Task description — Where the word "pill" occurs in a line of the listing, please copy the line.

Exercise materials —
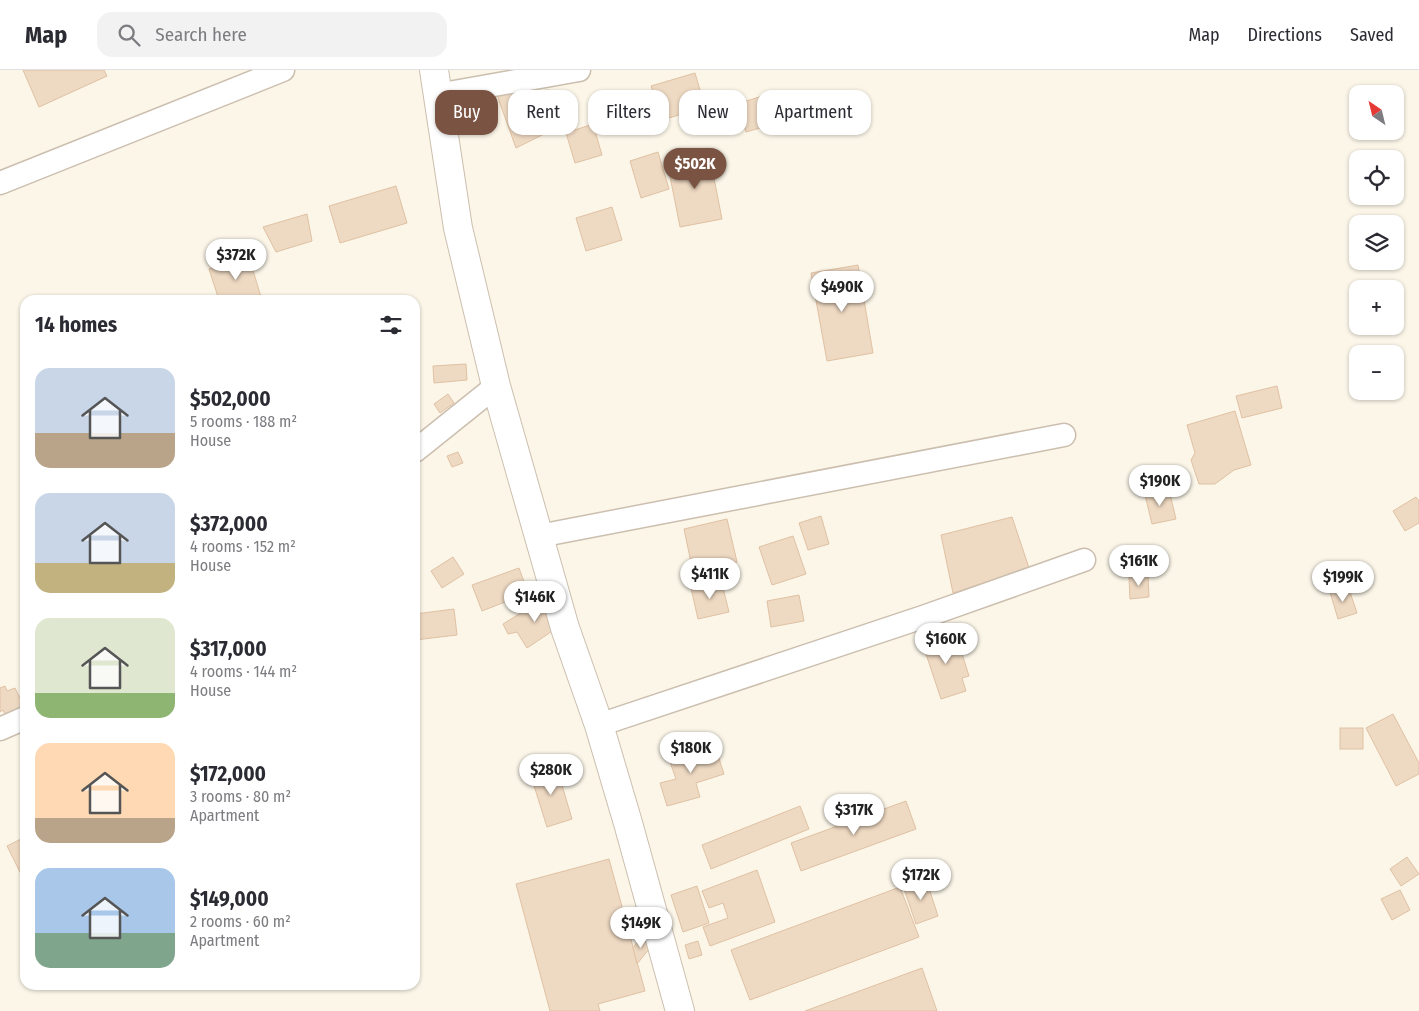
<!DOCTYPE html>
<meta charset="utf-8">
<style>
:root{--surface:#fff;--page:#f2f2f3;--text:#2b2b33;--muted:#7c7c81;--line:#e1e1e2;--accent:#7a5343}
body{margin:0;font-family:"Fira Sans Condensed",sans-serif;background:var(--page);color:var(--text);height:100vh;display:flex;flex-direction:column;font-size:19px;white-space:nowrap}
*{box-sizing:border-box;margin:0}
p{font-size:16px;color:var(--muted)}
.icon{flex:none;width:28px;height:28px;fill:none;stroke:currentColor;stroke-width:2;stroke-linecap:round;stroke-linejoin:round}
.map{position:relative;flex:1;overflow:hidden}
.side{position:absolute;left:20px;top:225px;width:400px;height:695px;display:flex;flex-direction:column;background:var(--surface);border-radius:15px;box-shadow:0 1px 4px #0004}
.side>*{flex:none}
.guide{position:absolute;left:435px;top:20px;width:475px;height:45px;display:flex;gap:10px}
.needle{width:32px;rotate:325deg}
.tools{position:absolute;left:1349px;top:15px;display:grid;gap:10px}
.tools a{display:grid;place-items:center;width:55px;height:55px;border-radius:10px;background:var(--surface);box-shadow:0 1px 4px #0004;font-size:25px}
.price{position:absolute;translate:-50% -42px;padding:0 11px;border-radius:18px;background:#fff;color:#222;font-size:16px;line-height:32px;filter:drop-shadow(0 1px 2px #0008)}
.price::after{content:'';position:absolute;left:50%;top:30px;width:15px;height:11px;margin-left:-8px;background:inherit;clip-path:polygon(0 0,100% 0,50% 100%)}
.price.selected{background:var(--accent);color:#fff}
ul{padding:0;list-style:none}
li{display:flex;align-items:center;gap:15px;height:125px;padding:0 15px}
li span{display:grid;place-items:center;flex:none;width:140px;height:100px;border-radius:15px;color:#555}
li>.icon{margin-inline-start:auto}
span .icon{width:60px;height:60px;fill:#fffc;stroke-width:1}
li b{font-size:21px}
h2{display:flex;justify-content:space-between;align-items:center;height:60px;padding:0 15px;font-size:21px}
.pill{padding:0 18px;border-radius:15px;background:var(--surface);box-shadow:0 1px 4px #0004;font-size:18px;line-height:45px}
.pill.selected{background:var(--accent);color:#fff}
header{display:flex;align-items:center;gap:30px;box-sizing:border-box;height:70px;padding:0 25px;background:var(--surface);border-bottom:1px solid var(--line)}
header strong{font-size:24px}
nav{display:flex;gap:28px;margin-inline-start:auto;font-size:18px}
.search{width:350px;height:45px;background:var(--page);display:flex;align-items:center;gap:12px;box-sizing:border-box;padding:0 18px;border-radius:15px;color:var(--muted);font-size:19px}
.map>svg:first-child{display:block}
.building{fill:#eed9c2;stroke:#e0c1a3}
.lines{fill:none;stroke-linecap:round;stroke-linejoin:round}
.minor-casing{stroke:#ccbfaf;stroke-width:25}
.tertiary-casing{stroke:#ccbfaf;stroke-width:30}
.minor{stroke:#fff;stroke-width:22}
.tertiary{stroke:#fff;stroke-width:28}
</style>
<header>
<strong>Map</strong>
<div class="search"><svg class="icon" aria-label="search" viewBox="0 0 24 24"><circle cx="10" cy="10" r="6"/><path d="M15 15l6 6"/></svg>Search here</div>
<nav><a>Map</a><a>Directions</a><a>Saved</a></nav>
</header>
<div class="map">
<svg width="1419" height="941" viewBox="0 0 1419 941">
<rect width="100%" height="100%" fill="#fbf6e8"/>
<g class="building">
<polygon points="23,0 104,0 107,6 39,37"/>
<polygon points="695,3 705,37 662,50 651,16"/>
<polygon points="549,20 556,58 516,78 497,25"/>
<polygon points="772,23 781,52 746,62 737,34"/>
<polygon points="593,54 602,85 575,93 566,63"/>
<polygon points="658,82 669,119 641,128 630,91"/>
<polygon points="709,83 722,149 680,157 667,91"/>
<polygon points="396,116 407,153 340,173 329,136"/>
<polygon points="612,137 622,170 586,181 576,148"/>
<polygon points="307,144 312,171 276,182 263,157"/>
<polygon points="249,187 261,227 250,230 219,230 209,199"/>
<polygon points="858,195 873,283 827,291 811,203"/>
<polygon points="466,294 467,310 434,313 433,296"/>
<polygon points="1277,316 1282,338 1242,348 1236,326"/>
<polygon points="448,324 454,333 440,343 434,334"/>
<polygon points="1235,341 1251,395 1234,400 1215,414 1199,414 1191,390 1195,383 1187,355"/>
<polygon points="458,382 463,393 452,397 447,386"/>
<polygon points="1169,420 1176,449 1152,454 1145,425"/>
<polygon points="1416,427 1419,431 1419,453 1405,461 1393,441"/>
<polygon points="821,446 829,474 808,480 799,453"/>
<polygon points="1012,447 1029,498 953,523 941,465"/>
<polygon points="727,449 737,492 693,502 684,459"/>
<polygon points="793,466 806,504 772,515 759,477"/>
<polygon points="453,487 464,504 442,518 431,501"/>
<polygon points="519,498 528,523 482,541 472,515"/>
<polygon points="1148,505 1149,527 1130,529 1129,507"/>
<polygon points="721,510 729,542 698,549 691,518"/>
<polygon points="1348,516 1357,543 1338,549 1330,522"/>
<polygon points="799,525 804,551 771,557 767,531"/>
<polygon points="547,527 563,554 527,578 517,562 508,564 503,554"/>
<polygon points="454,539 457,565 415,570 415,544"/>
<polygon points="947,564 950,574 958,571 969,606 962,608 966,621 941,629 922,572"/>
<polygon points="5,616 7,621 15,618 25,638 7,648 3,640 0,642 0,618"/>
<polygon points="1393,644 1419,693 1419,704 1396,716 1366,658"/>
<rect x="1340" y="658" width="23" height="21"/>
<polygon points="714,673 724,704 696,713 700,727 667,736 660,713 676,709 669,689"/>
<polygon points="556,695 572,749 547,757 530,703"/>
<polygon points="906,731 916,759 801,801 791,773"/>
<polygon points="800,736 809,759 711,799 702,775"/>
<polygon points="25,767 25,809 24,810 7,776"/>
<polygon points="1407,787 1419,804 1401,816 1390,799"/>
<polygon points="609,789 645,921 598,934 600,941 550,941 516,814"/>
<polygon points="757,800 775,852 710,876 703,857 728,848 723,833 709,838 702,821"/>
<polygon points="926,809 938,846 916,854 903,816"/>
<polygon points="697,816 709,853 683,862 671,825"/>
<polygon points="900,817 919,867 750,930 731,880"/>
<polygon points="1400,820 1410,840 1392,850 1381,829"/>
<polygon points="643,863 649,879 637,894 633,878"/>
<polygon points="698,871 702,885 689,889 685,875"/>
<polygon points="922,898 937,941 805,941"/>
</g>
<g class="lines">
<g class="minor-casing">
<g id="minor">
<polyline points="437,25 579,0"/>
<polyline points="0,113 283,0"/>
<polyline points="415,381 496,316"/>
<polyline points="539,466 1064,365"/>
<polyline points="599,655 923,547 1084,490"/>
<polyline points="0,659 25,648"/>
</g>
</g>
<g class="tertiary-casing">
<polyline id="tertiary" points="434,0 458,158 496,316 565,558 599,655 628,753 680,941"/>
</g>
<use href="#minor" class="minor"/>
<use href="#tertiary" class="tertiary"/>
</g>
</svg>
<div class="tools">
<a><svg class="needle" viewBox="-14 -14 28 28"><path d="M0-13l5 13h-10z" fill="#e53935"/><path d="M0 13l5-13h-10z" fill="#7c7c81"/></svg></a>
<a><svg class="icon" aria-label="locate" viewBox="0 0 24 24"><circle cx="12" cy="12" r="6"/><path d="M12 2v4M12 18v4M2 12h4M18 12h4"/></svg></a>
<a><svg class="icon" aria-label="layers" viewBox="0 0 24 24"><path d="M12 4l9 5-9 5-9-5zM3 14l9 5 9-5"/></svg></a>
<a>+</a>
<a>−</a>
</div>
<b class="price selected" style="left:695px;top:120px">$502K</b>
<b class="price" style="left:236px;top:211px">$372K</b>
<b class="price" style="left:842px;top:243px">$490K</b>
<b class="price" style="left:1160px;top:437px">$190K</b>
<b class="price" style="left:1139px;top:517px">$161K</b>
<b class="price" style="left:710px;top:530px">$411K</b>
<b class="price" style="left:1343px;top:533px">$199K</b>
<b class="price" style="left:535px;top:553px">$146K</b>
<b class="price" style="left:946px;top:595px">$160K</b>
<b class="price" style="left:691px;top:704px">$180K</b>
<b class="price" style="left:551px;top:726px">$280K</b>
<b class="price" style="left:854px;top:766px">$317K</b>
<b class="price" style="left:921px;top:831px">$172K</b>
<b class="price" style="left:641px;top:879px">$149K</b>
<div class="guide">
<a class="pill selected">Buy</a>
<a class="pill">Rent</a>
<a class="pill">Filters</a>
<a class="pill">New</a>
<a class="pill">Apartment</a>
</div>
<section class="side">
<h2>14 homes<svg class="icon" aria-label="filters" viewBox="0 0 24 24"><path d="M4 7h16M4 17h16"/><circle cx="9" cy="7" r="2"/><circle cx="15" cy="17" r="2"/></svg></h2>
<ul>
<li><span style="background:linear-gradient(#c9d6e8 65%,#b9a48a 0)"><svg class="icon" aria-label="home" viewBox="0 0 24 24"><path d="M3 11l9-7 9 7M6 9v11h12V9"/></svg></span><div><b>$502,000</b><p>5 rooms · 188 m²</p><p>House</p></div></li>
<li><span style="background:linear-gradient(#c9d6e8 70%,#c2b280 0)"><svg class="icon" aria-label="home" viewBox="0 0 24 24"><path d="M3 11l9-7 9 7M6 9v11h12V9"/></svg></span><div><b>$372,000</b><p>4 rooms · 152 m²</p><p>House</p></div></li>
<li><span style="background:linear-gradient(#dfe7d0 75%,#8fb573 0)"><svg class="icon" aria-label="home" viewBox="0 0 24 24"><path d="M3 11l9-7 9 7M6 9v11h12V9"/></svg></span><div><b>$317,000</b><p>4 rooms · 144 m²</p><p>House</p></div></li>
<li><span style="background:linear-gradient(#ffd9b3 75%,#b9a48a 0)"><svg class="icon" aria-label="home" viewBox="0 0 24 24"><path d="M3 11l9-7 9 7M6 9v11h12V9"/></svg></span><div><b>$172,000</b><p>3 rooms · 80 m²</p><p>Apartment</p></div></li>
<li><span style="background:linear-gradient(#a9c7e8 65%,#7fa58c 0)"><svg class="icon" aria-label="home" viewBox="0 0 24 24"><path d="M3 11l9-7 9 7M6 9v11h12V9"/></svg></span><div><b>$149,000</b><p>2 rooms · 60 m²</p><p>Apartment</p></div></li>
</ul>
</section>
</div>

Answer for this exercise —
.pill{padding:0 18px;border-radius:15px;background:var(--surface);box-shadow:0 1px 4px #0004;font-size:18px;line-height:45px}
.pill.selected{background:var(--accent);color:#fff}
<a class="pill selected">Buy</a>
<a class="pill">Rent</a>
<a class="pill">Filters</a>
<a class="pill">New</a>
<a class="pill">Apartment</a>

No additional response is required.